» TASK INSTRUCTIONS:
Search the data below for the word "labels" and report how many lines contain it, with no added words.

» Collected data:
=====
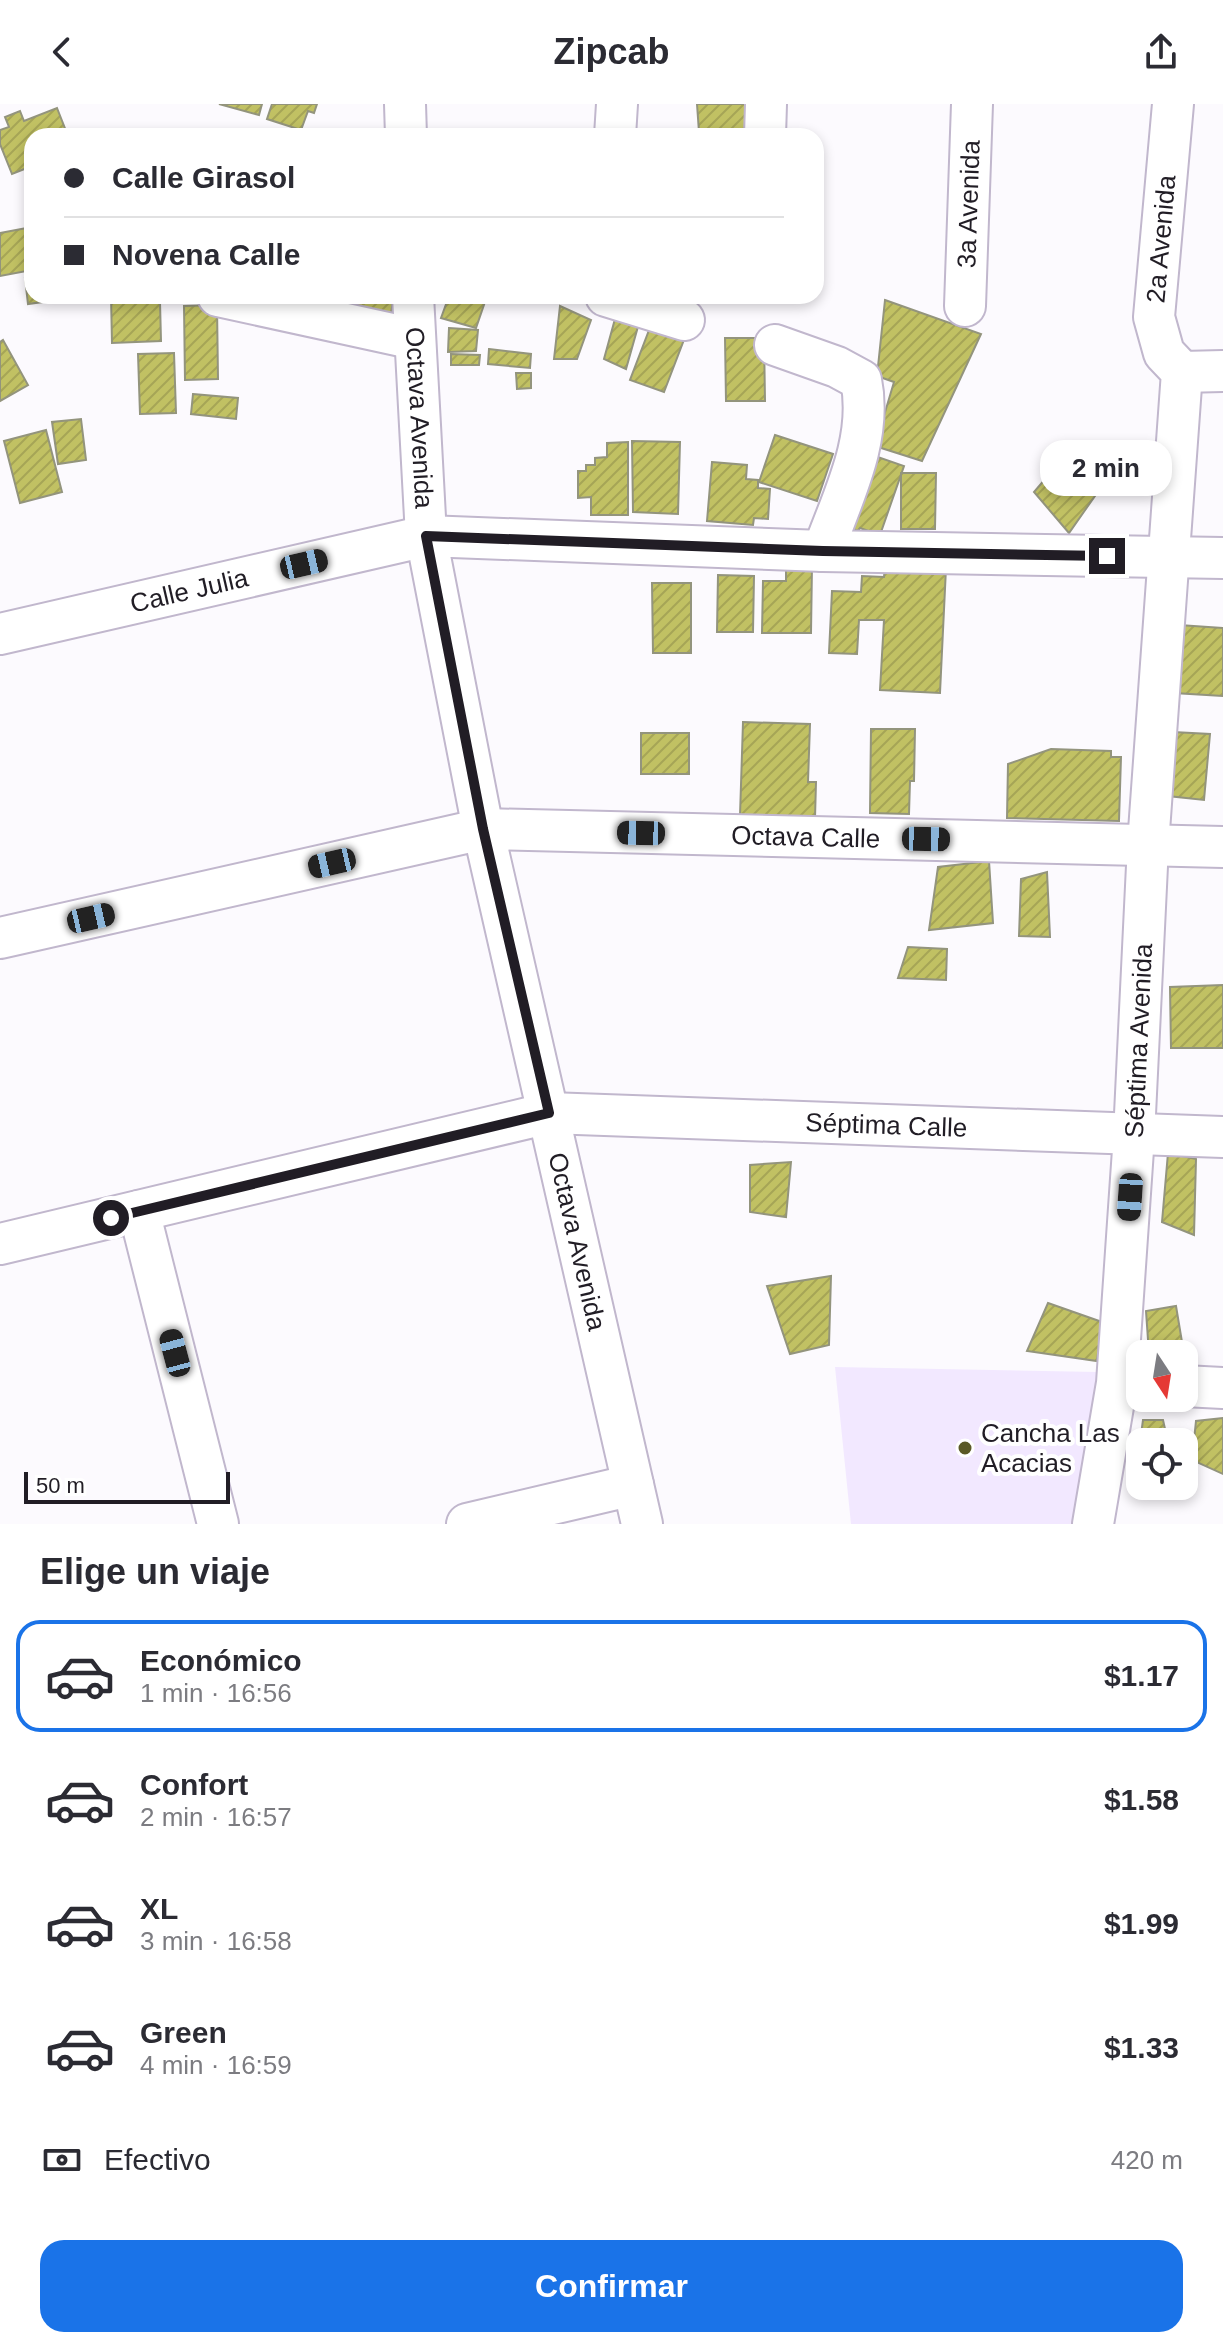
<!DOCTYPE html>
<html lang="es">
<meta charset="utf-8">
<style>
:root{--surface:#fff;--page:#f7f7f7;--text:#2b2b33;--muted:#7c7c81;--line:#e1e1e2;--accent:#1a73e8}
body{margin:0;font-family:Helvetica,sans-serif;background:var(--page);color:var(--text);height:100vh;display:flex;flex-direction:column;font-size:30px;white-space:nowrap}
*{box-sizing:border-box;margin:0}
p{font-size:26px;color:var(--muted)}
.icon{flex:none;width:44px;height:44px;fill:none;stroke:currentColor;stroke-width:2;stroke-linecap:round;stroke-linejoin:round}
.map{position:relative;height:1420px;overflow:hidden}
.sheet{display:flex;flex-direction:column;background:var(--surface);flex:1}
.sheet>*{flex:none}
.banner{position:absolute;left:24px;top:24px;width:800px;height:176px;border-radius:24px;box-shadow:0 4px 12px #0003;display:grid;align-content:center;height:176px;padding:0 40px;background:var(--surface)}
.needle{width:52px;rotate:168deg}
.buttons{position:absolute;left:1126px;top:1236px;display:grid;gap:16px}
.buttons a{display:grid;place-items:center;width:72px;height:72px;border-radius:16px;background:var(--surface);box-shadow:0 4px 12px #0003;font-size:40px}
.scale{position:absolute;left:24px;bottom:20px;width:206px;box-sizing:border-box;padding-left:8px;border:4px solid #211d25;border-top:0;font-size:22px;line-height:28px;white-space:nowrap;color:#211d25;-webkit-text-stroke:6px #fff;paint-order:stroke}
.end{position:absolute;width:36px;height:36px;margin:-18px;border:10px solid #211d25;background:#fff;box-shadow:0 0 0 4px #fff}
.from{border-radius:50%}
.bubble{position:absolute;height:56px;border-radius:24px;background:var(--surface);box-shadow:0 4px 12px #0003;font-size:26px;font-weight:700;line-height:56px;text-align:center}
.car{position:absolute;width:24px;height:48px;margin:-24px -12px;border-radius:10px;box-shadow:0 0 6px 2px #0007;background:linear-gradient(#222 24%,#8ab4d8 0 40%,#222 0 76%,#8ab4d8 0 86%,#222 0)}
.banner b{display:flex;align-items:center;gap:28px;height:76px;font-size:30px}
.banner b+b{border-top:2px solid var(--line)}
.banner i{width:20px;height:20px;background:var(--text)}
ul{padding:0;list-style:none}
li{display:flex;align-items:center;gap:24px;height:112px;margin:0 16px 12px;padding:0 24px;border:4px solid transparent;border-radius:24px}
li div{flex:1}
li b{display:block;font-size:30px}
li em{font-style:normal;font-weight:700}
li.on{border-color:var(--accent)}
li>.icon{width:72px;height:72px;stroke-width:1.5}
h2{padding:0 40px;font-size:36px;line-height:96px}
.pay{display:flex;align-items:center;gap:20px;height:88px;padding:0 40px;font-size:30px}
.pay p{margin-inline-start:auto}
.action{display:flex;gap:16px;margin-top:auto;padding:16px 40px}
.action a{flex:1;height:92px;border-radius:24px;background:var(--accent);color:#fff;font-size:32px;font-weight:700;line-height:92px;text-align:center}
header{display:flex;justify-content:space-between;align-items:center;height:104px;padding:0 40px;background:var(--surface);font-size:36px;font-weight:700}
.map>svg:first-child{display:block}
.green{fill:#f2e8ff}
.building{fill:url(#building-hatch);stroke:#93947d;stroke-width:2}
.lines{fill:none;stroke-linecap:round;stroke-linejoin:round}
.minor-casing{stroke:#c1b7cd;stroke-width:44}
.minor{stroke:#fff;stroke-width:40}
.route{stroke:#211d25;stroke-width:10}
.poi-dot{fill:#5a5926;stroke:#fff;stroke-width:3}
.labels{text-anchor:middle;stroke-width:8;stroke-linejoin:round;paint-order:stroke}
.street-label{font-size:26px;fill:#211d25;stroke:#fff}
.poi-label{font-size:26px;fill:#211d25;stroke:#fff;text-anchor:start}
</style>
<header><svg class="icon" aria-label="back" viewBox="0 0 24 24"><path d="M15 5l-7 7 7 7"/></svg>Zipcab<svg class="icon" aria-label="share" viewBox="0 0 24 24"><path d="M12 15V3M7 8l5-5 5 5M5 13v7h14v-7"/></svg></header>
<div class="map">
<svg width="1223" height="1420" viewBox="0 0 1223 1420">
<defs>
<pattern id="building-hatch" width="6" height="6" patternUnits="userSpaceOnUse" patternTransform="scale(2)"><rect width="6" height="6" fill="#c1c163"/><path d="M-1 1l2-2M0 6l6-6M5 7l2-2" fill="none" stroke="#a6a556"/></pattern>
</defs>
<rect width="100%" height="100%" fill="#fcfafe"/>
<polygon class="green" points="835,1263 1098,1268 1075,1420 851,1420"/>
<g class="building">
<polygon points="219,0 262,0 259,11"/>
<polygon points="272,0 317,0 314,9 308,7 301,26 267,15"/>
<polygon points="697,0 747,0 750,27 699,28"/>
<polygon points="57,4 68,32 32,32 32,62 12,70 0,40 0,26 9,23 5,13 20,7 24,17"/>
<polygon points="32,123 32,166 0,172 0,129"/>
<polygon points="32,173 32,192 86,192 28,200 25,174"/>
<polygon points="111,192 143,192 143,198 160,198 161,237 112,239"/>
<polygon points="307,192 394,192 391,209"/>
<polygon points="449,192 487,192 476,224 441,214"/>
<polygon points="885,196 981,230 922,357 875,342 894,278 877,272"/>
<polygon points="217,201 218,275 185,276 184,202"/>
<polygon points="560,202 591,216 577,255 554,255"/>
<polygon points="615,215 639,219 626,265 604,255"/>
<polygon points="651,221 685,233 664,288 630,276"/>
<polygon points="449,224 478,226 476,247 448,248"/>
<polygon points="725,234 764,234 765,297 726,297"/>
<polygon points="3,236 28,281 0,297 0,238"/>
<polygon points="489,245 531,250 530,264 488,260"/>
<polygon points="174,249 176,309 140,310 138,250"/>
<polygon points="451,250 480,251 479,261 451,261"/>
<polygon points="516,269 531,269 531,284 517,285"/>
<polygon points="193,290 238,294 236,315 191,310"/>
<polygon points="81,315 86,356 58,360 52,318"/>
<polygon points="46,326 62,388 20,399 4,337"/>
<polygon points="775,331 833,350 817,397 759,378"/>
<polygon points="632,337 680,338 678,410 633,408"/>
<polygon points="628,338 628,411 591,411 591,393 578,394 578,367 586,367 586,361 595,361 595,354 607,353 607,339"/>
<polygon points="1075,340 1116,362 1069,429 1034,388"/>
<polygon points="869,350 904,362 880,431 860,424 858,427 850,424"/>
<polygon points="712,358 747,361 746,375 758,376 758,384 770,385 768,415 754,414 753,421 707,417"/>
<polygon points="901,369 936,369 935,425 901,425"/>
<polygon points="786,460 812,461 811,529 762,529 763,477 786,477"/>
<polygon points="885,462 946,464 940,589 880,586 884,516 859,516 857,550 829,549 832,487 861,488 862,472 884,473"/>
<polygon points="718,471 754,472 753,528 717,528"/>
<polygon points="652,479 691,479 691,549 653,549"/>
<polygon points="1179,521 1223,524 1223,592 1174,589"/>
<polygon points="743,618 810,620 808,678 816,678 815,714 740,712"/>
<polygon points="871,625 915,625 914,677 910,677 909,710 870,709"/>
<polygon points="1173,628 1210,630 1204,696 1168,692"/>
<rect x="641" y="629" width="48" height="41"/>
<polygon points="1051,645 1111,647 1111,653 1121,653 1119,717 1007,714 1008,660"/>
<polygon points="989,757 993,819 929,826 938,763"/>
<polygon points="1047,768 1050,833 1019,832 1021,775"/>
<polygon points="908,843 947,845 946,876 898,874"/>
<polygon points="1223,881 1223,944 1171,944 1170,883"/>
<polygon points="1168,1049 1196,1055 1194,1131 1162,1118"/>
<polygon points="791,1058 786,1113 750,1108 750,1061"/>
<polygon points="831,1172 829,1241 790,1250 767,1182"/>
<polygon points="1048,1199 1102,1218 1097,1257 1027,1247"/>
<polygon points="1176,1202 1184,1250 1149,1250 1146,1207"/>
<polygon points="1223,1314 1223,1370 1192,1356 1196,1317"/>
<polygon points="1143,1316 1163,1316 1168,1338 1140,1338"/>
<polygon points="1140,1342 1140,1382 1179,1382 1180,1386 1136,1383"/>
</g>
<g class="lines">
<defs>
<g id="minor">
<polyline points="405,0 406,32"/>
<polyline points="615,32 617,0"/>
<polyline points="765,32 766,0"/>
<polyline points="218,192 415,235"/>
<path id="s1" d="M413,192L426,432L483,725L642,1420"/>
<polyline points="606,192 684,216"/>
<path id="s2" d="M965,202L972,0"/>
<path d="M775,241L837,263L861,276C873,335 843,392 823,447"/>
<polyline points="1182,268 1223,267"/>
<path id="s3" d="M0,530L426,432L823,447L1223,454"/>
<path id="s4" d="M0,834L483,725L1223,743"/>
<polyline points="139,1107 218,1420"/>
<path id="s5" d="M0,1140L549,1009L1223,1033"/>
<polyline points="1184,1282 1223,1284"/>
<polyline points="467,1420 633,1381"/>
<path id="s6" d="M1093,1420L1117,1279L1134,1031L1148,741L1182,268L1164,249L1154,213L1173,0"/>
</g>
</defs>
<use href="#minor" class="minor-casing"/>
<use href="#minor" class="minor"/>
</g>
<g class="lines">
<polyline class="route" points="111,1114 549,1009 483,725 426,432 823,447 1107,452"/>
</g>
<circle class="poi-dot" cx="965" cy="1344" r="8"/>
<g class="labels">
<g class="street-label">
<text dy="9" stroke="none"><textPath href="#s2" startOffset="102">3a Avenida</textPath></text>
<text dy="9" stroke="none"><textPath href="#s6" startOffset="1298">2a Avenida</textPath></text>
<text dy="9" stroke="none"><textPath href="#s1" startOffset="122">Octava Avenida</textPath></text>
<text dy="9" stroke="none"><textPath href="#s3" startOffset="194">Calle Julia</textPath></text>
<text dy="9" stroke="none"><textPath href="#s4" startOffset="818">Octava Calle</textPath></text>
<text dy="9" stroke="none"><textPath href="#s6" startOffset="486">Séptima Avenida</textPath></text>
<text dy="9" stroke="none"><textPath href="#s5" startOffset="902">Séptima Calle</textPath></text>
<text dy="9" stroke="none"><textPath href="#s1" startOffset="962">Octava Avenida</textPath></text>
</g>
<g class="poi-label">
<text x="981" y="1338">Cancha Las<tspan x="981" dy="30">Acacias</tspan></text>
</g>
</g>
</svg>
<div class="buttons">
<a><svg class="needle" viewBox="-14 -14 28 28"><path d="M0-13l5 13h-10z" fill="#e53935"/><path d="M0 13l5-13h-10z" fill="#7c7c81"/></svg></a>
<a><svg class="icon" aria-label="locate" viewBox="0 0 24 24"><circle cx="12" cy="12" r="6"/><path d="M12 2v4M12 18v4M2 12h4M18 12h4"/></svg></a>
</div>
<div class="scale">50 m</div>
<i class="end from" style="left:111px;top:1114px"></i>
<i class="end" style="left:1107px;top:452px"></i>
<div class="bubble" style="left:1040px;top:336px;width:132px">2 min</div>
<i class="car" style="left:304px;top:460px;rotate:77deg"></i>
<i class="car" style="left:641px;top:729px;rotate:271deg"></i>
<i class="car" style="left:926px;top:735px;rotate:91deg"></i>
<i class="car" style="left:332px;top:759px;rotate:257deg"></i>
<i class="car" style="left:91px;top:814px;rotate:77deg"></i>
<i class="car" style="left:1130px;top:1093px;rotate:184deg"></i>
<i class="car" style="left:175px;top:1249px;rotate:345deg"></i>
<div class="banner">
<b><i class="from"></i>Calle Girasol</b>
<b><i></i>Novena Calle</b>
</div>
</div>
<section class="sheet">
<h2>Elige un viaje</h2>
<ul>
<li class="on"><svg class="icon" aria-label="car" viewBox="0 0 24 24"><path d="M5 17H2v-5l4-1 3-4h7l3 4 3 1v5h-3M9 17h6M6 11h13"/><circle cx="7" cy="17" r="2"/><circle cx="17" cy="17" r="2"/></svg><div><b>Económico</b><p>1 min · 16:56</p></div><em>$1.17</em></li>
<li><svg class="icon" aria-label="car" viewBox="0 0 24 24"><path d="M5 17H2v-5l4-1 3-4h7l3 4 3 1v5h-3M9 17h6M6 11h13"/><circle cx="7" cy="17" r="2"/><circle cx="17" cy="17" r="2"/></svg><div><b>Confort</b><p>2 min · 16:57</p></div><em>$1.58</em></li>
<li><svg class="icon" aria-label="car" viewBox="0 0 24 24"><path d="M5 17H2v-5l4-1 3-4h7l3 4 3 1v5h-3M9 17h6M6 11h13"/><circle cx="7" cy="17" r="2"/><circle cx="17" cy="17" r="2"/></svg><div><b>XL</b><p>3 min · 16:58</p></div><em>$1.99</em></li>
<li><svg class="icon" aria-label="car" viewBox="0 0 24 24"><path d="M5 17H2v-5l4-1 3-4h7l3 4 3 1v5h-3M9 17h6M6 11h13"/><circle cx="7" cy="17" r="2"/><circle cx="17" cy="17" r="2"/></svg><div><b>Green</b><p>4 min · 16:59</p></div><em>$1.33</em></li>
</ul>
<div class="pay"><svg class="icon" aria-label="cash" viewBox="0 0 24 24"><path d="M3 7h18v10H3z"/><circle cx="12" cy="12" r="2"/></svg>Efectivo<p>420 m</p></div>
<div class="action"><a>Confirmar</a></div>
</section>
=====
» EXERCISE RESPONSE:
2